**Exercise details**: Please indicate the number of lines in the listing below that include the string "National"; add nothing else.

**Material supplied**:
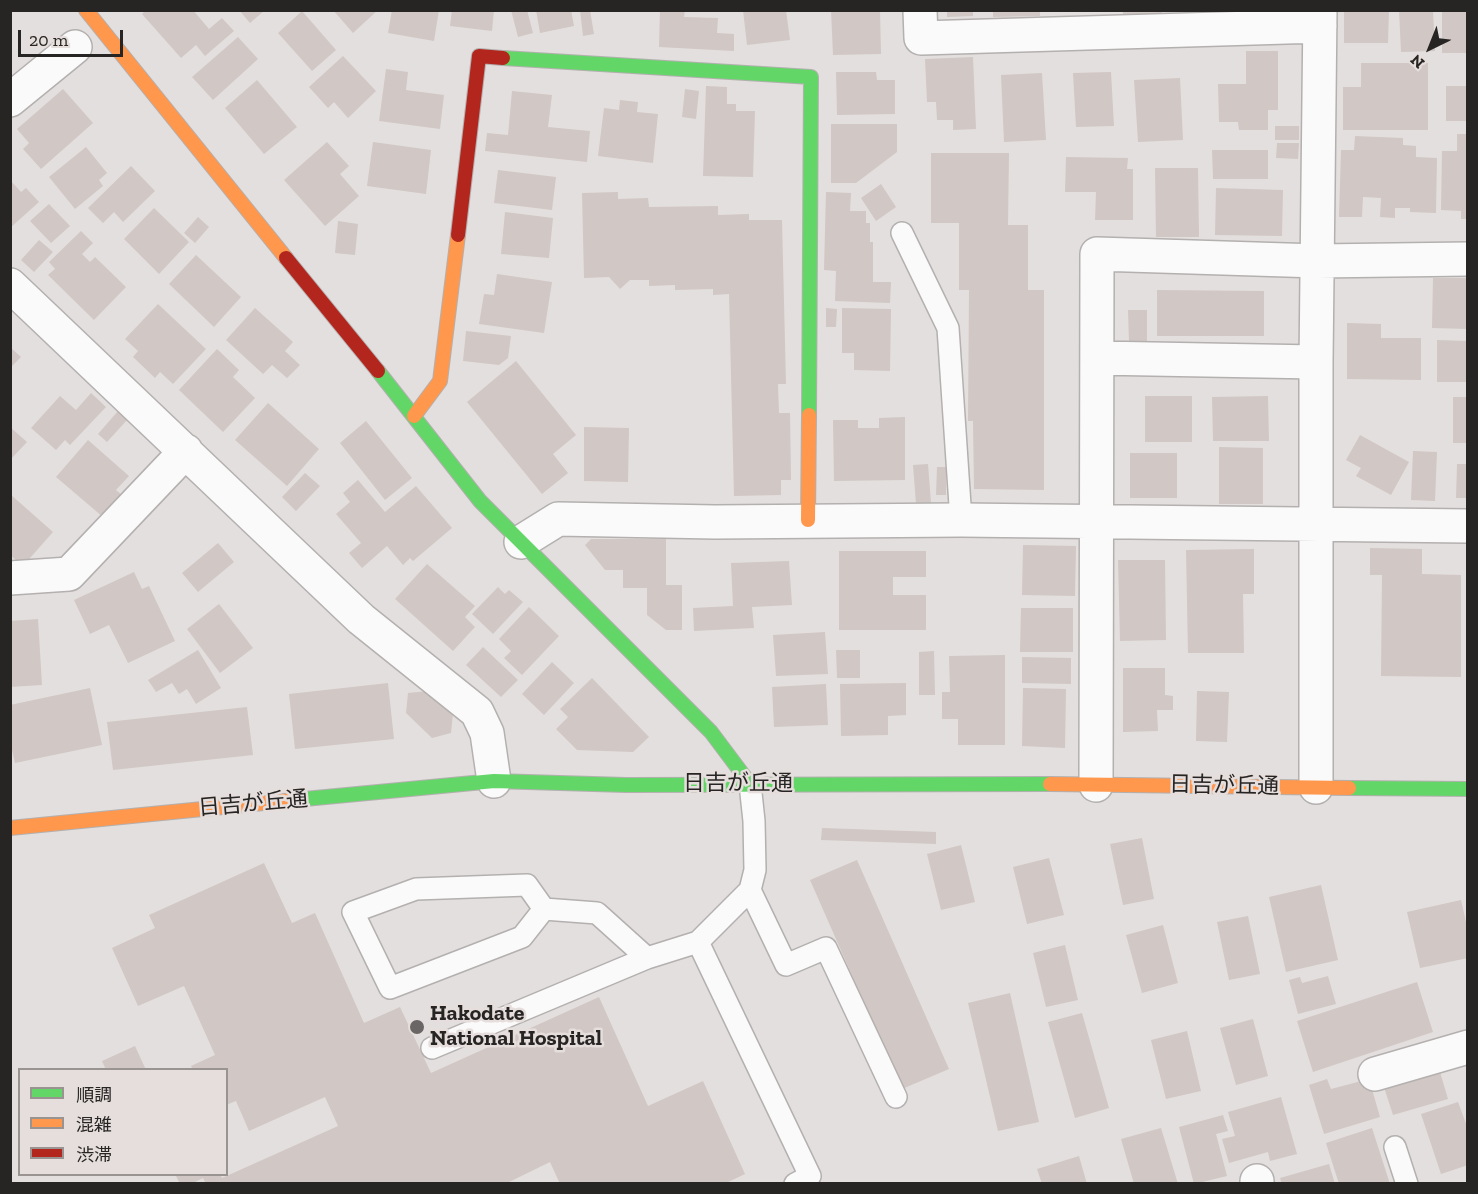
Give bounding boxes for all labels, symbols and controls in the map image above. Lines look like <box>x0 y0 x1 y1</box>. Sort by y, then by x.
scale bar <box>21 18 126 56</box>
north arrow <box>1400 18 1460 78</box>
text: 20 m <box>29 29 68 51</box>
text: N <box>1406 50 1428 73</box>
street label: 日吉が丘通 <box>683 771 793 797</box>
street label: 日吉が丘通 <box>1169 772 1279 800</box>
street label: 日吉が丘通 <box>197 786 309 822</box>
place label: Hakodate National Hospital <box>430 1001 602 1052</box>
marker: Hakodate National Hospital <box>408 1018 426 1036</box>
legend <box>18 1068 228 1176</box>
text: 順調 <box>76 1084 112 1106</box>
text: 混雑 <box>76 1114 112 1136</box>
text: 渋滞 <box>76 1144 112 1166</box>

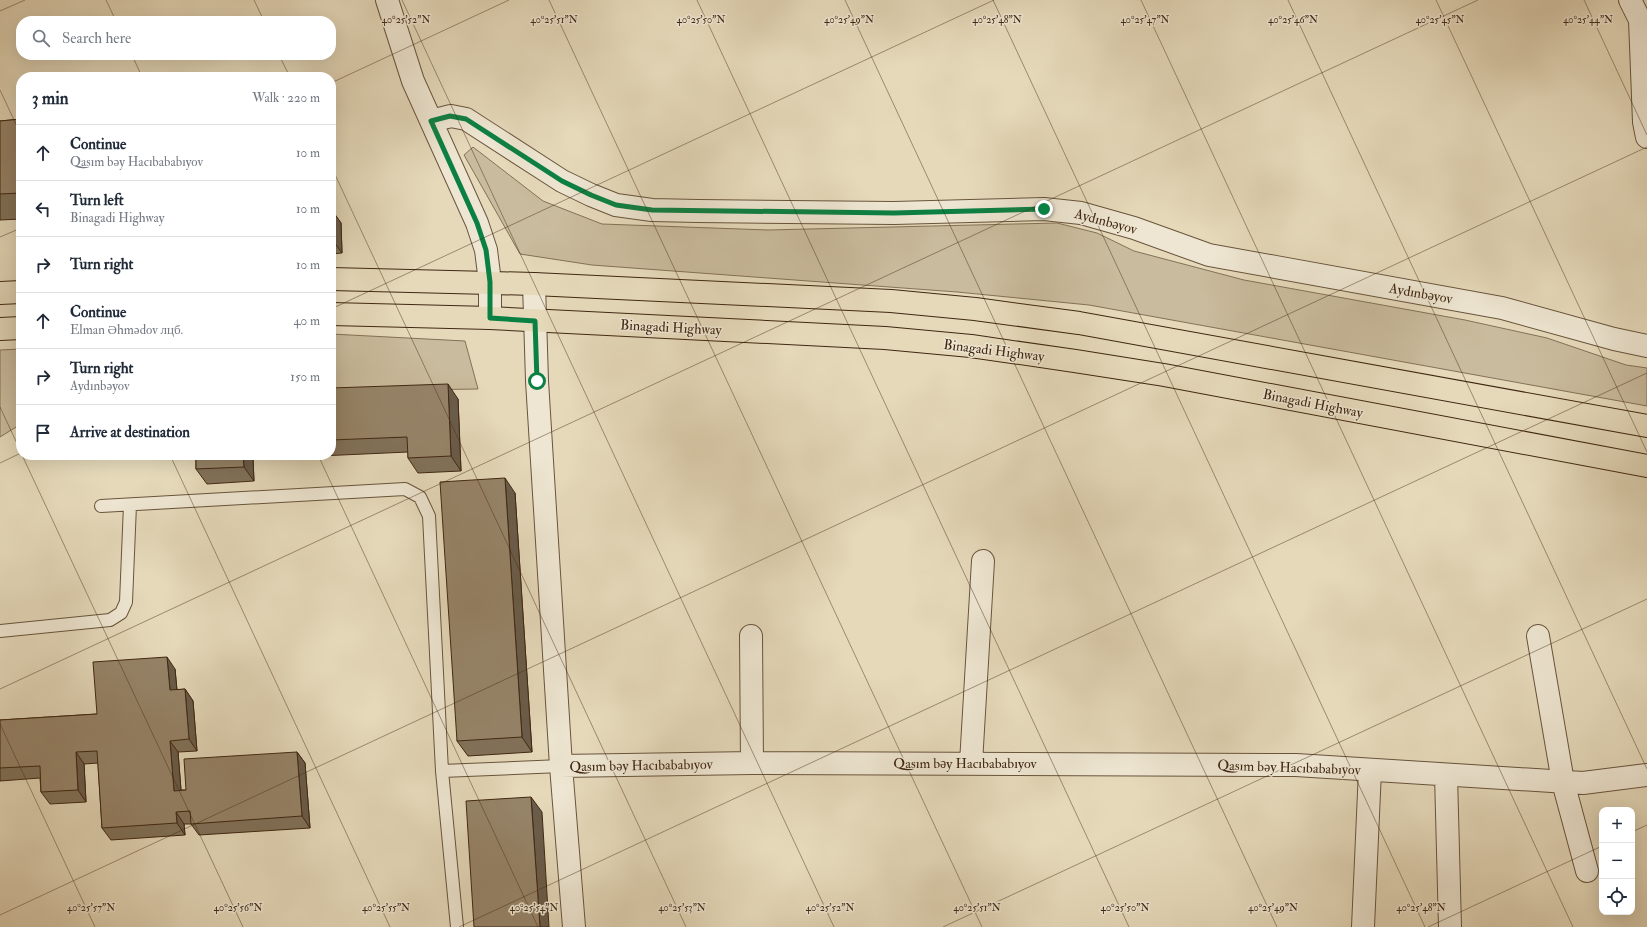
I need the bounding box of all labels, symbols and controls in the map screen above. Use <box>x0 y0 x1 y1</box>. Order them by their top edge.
text: 40°25'52"N <box>382 14 430 26</box>
text: 40°25'51"N <box>530 14 578 26</box>
text: 40°25'50"N <box>677 14 725 26</box>
text: 40°25'49"N <box>824 14 874 26</box>
text: 40°25'48"N <box>972 14 1022 26</box>
text: 40°25'47"N <box>1120 14 1170 26</box>
text: 40°25'46"N <box>1268 14 1318 26</box>
text: 40°25'45"N <box>1415 14 1465 26</box>
text: 40°25'44"N <box>1563 14 1613 26</box>
search box <box>16 16 336 60</box>
icon: search <box>30 27 52 49</box>
text: Search here <box>62 29 131 48</box>
text: 3 min <box>32 88 69 109</box>
text: Walk · 220 m <box>252 90 320 106</box>
text: Continue <box>70 135 126 154</box>
icon: ahead <box>32 142 54 164</box>
text: 10 m <box>296 145 320 161</box>
text: Qasım bəy Hacıbababıyov <box>70 154 203 170</box>
text: Turn left <box>70 191 124 210</box>
icon: left <box>32 198 54 220</box>
route end <box>1035 200 1053 218</box>
text: 10 m <box>296 201 320 217</box>
street label: Aydınbəyov <box>1071 205 1140 239</box>
text: Binagadi Highway <box>70 210 164 226</box>
icon: right <box>32 254 54 276</box>
text: Turn right <box>70 255 133 274</box>
text: 10 m <box>296 257 320 273</box>
street label: Aydınbəyov <box>1387 279 1455 309</box>
text: Continue <box>70 303 126 322</box>
icon: ahead <box>32 310 54 332</box>
text: 40 m <box>294 313 320 329</box>
street label: Binagadi Highway <box>620 316 723 340</box>
text: Elman Əhmədov лцб. <box>70 322 183 338</box>
street label: Binagadi Highway <box>942 336 1046 366</box>
text: Turn right <box>70 359 133 378</box>
icon: right <box>32 366 54 388</box>
text: 150 m <box>290 369 320 385</box>
route start <box>528 372 546 390</box>
text: Aydınbəyov <box>70 378 130 394</box>
street label: Binagadi Highway <box>1261 385 1365 423</box>
icon: arrive <box>32 422 54 444</box>
text: Arrive at destination <box>70 423 190 442</box>
street label: Qasım bəy Hacıbababıyov <box>893 755 1038 773</box>
street label: Qasım bəy Hacıbababıyov <box>569 756 714 776</box>
street label: Qasım bəy Hacıbababıyov <box>1217 757 1362 780</box>
map controls <box>1599 807 1635 915</box>
button: + <box>1599 807 1635 843</box>
button: − <box>1599 843 1635 879</box>
button: locate <box>1599 879 1635 915</box>
text: 40°25'57"N <box>67 902 115 914</box>
text: 40°25'56"N <box>214 902 262 914</box>
text: 40°25'55"N <box>362 902 410 914</box>
text: 40°25'54"N <box>510 902 558 914</box>
text: 40°25'53"N <box>658 902 706 914</box>
text: 40°25'52"N <box>806 902 854 914</box>
text: 40°25'51"N <box>953 902 1001 914</box>
text: 40°25'50"N <box>1101 902 1149 914</box>
text: 40°25'49"N <box>1248 902 1298 914</box>
text: 40°25'48"N <box>1396 902 1446 914</box>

**Solution to this problem**: 2